# Work item:
With the images removed, return every line below exactly as it reads.

# Supplied material:

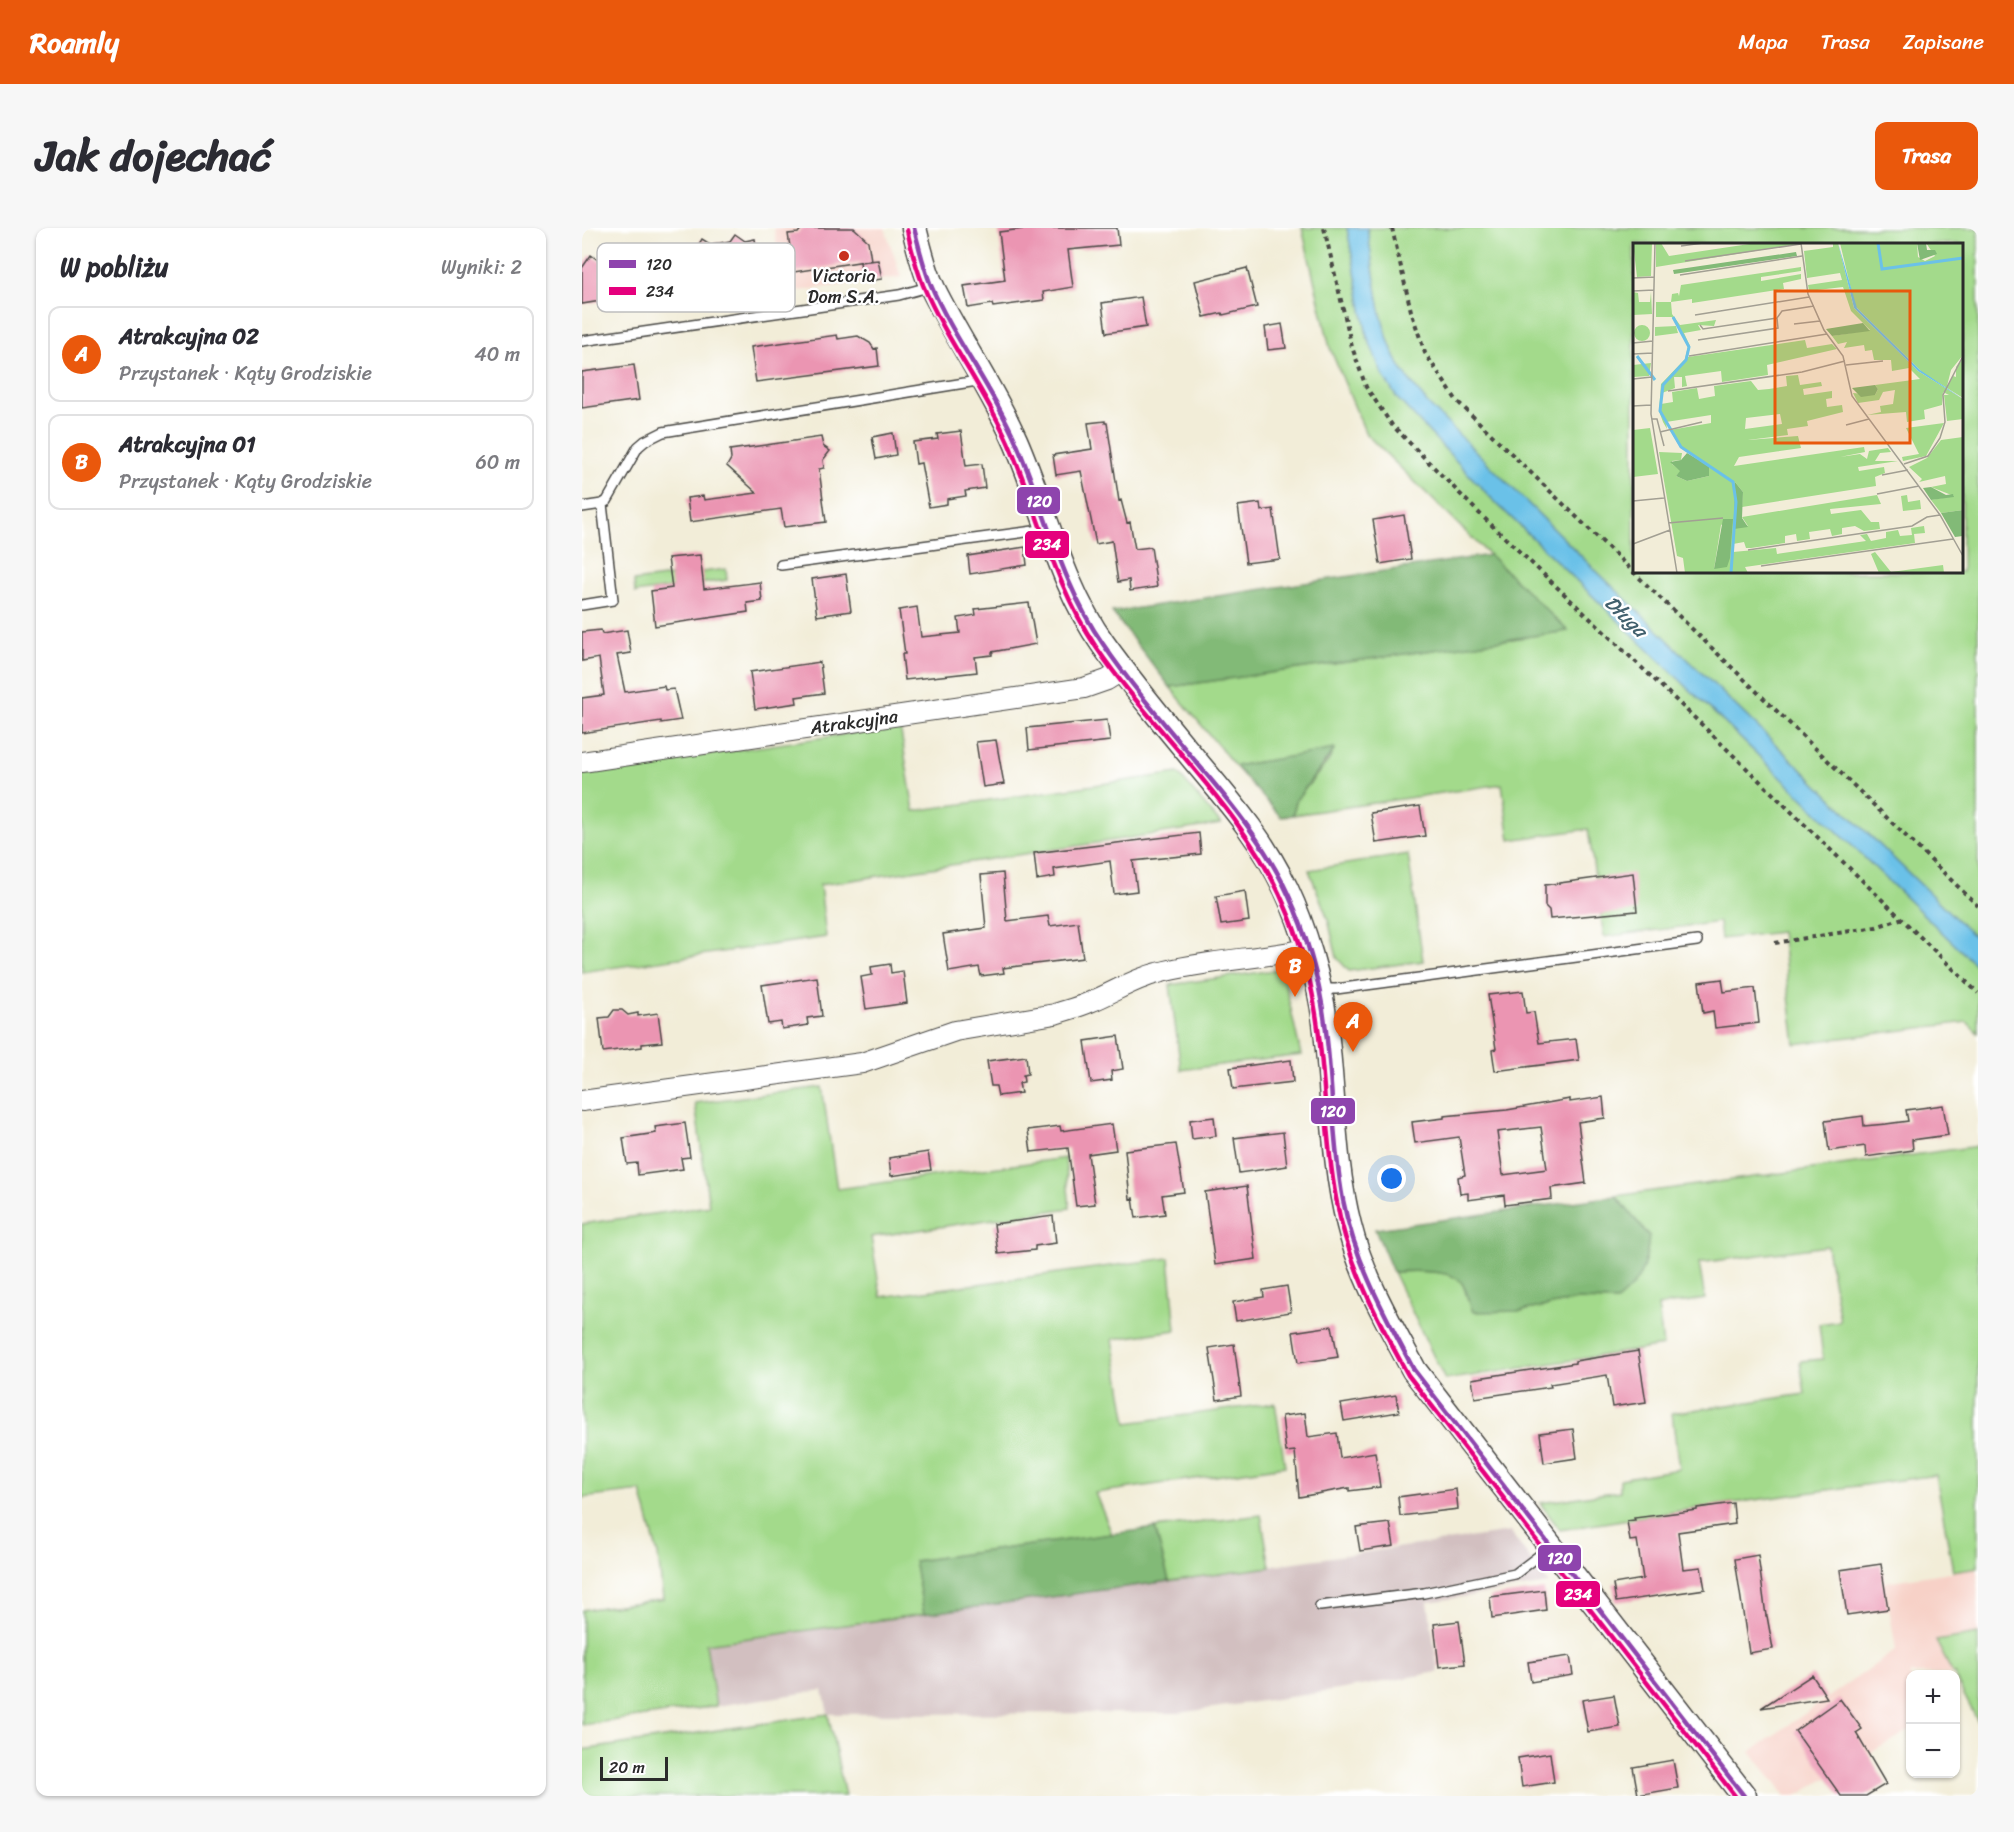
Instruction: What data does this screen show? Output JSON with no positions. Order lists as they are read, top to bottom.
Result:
{
  "streets": {
    "street": ["Atrakcyjna"]
  },
  "water": ["Długa"],
  "places": ["Victoria Dom S.A."],
  "lines": ["transit line 120", "transit line 234"],
  "legend": ["120", "234"],
  "scale_bar": "20 m",
  "page": {
    "header": "Roamly",
    "nav": ["Mapa", "Trasa", "Zapisane"],
    "title": "Jak dojechać",
    "buttons": "Trasa",
    "heading": ["W pobliżu", "Wyniki: 2"],
    "list": [
      {
        "mark": "A",
        "name": "Atrakcyjna 02",
        "note": "Przystanek · Kąty Grodziskie",
        "value": "40 m"
      },
      {
        "mark": "B",
        "name": "Atrakcyjna 01",
        "note": "Przystanek · Kąty Grodziskie",
        "value": "60 m"
      }
    ],
    "pins": ["B", "A"],
    "map_buttons": ["+", "−"],
    "scale": "20 m"
  }
}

# Response area:
Instruction: What data does this screen show? Output JSON with no positions. Order lists as they are read, top to bottom.
Result:
{
  "streets": {
    "street": ["Atrakcyjna"]
  },
  "water": ["Długa"],
  "places": ["Victoria Dom S.A."],
  "lines": ["transit line 120", "transit line 234"],
  "legend": ["120", "234"],
  "scale_bar": "20 m",
  "page": {
    "header": "Roamly",
    "nav": ["Mapa", "Trasa", "Zapisane"],
    "title": "Jak dojechać",
    "buttons": "Trasa",
    "heading": ["W pobliżu", "Wyniki: 2"],
    "list": [
      {
        "mark": "A",
        "name": "Atrakcyjna 02",
        "note": "Przystanek · Kąty Grodziskie",
        "value": "40 m"
      },
      {
        "mark": "B",
        "name": "Atrakcyjna 01",
        "note": "Przystanek · Kąty Grodziskie",
        "value": "60 m"
      }
    ],
    "pins": ["B", "A"],
    "map_buttons": ["+", "−"],
    "scale": "20 m"
  }
}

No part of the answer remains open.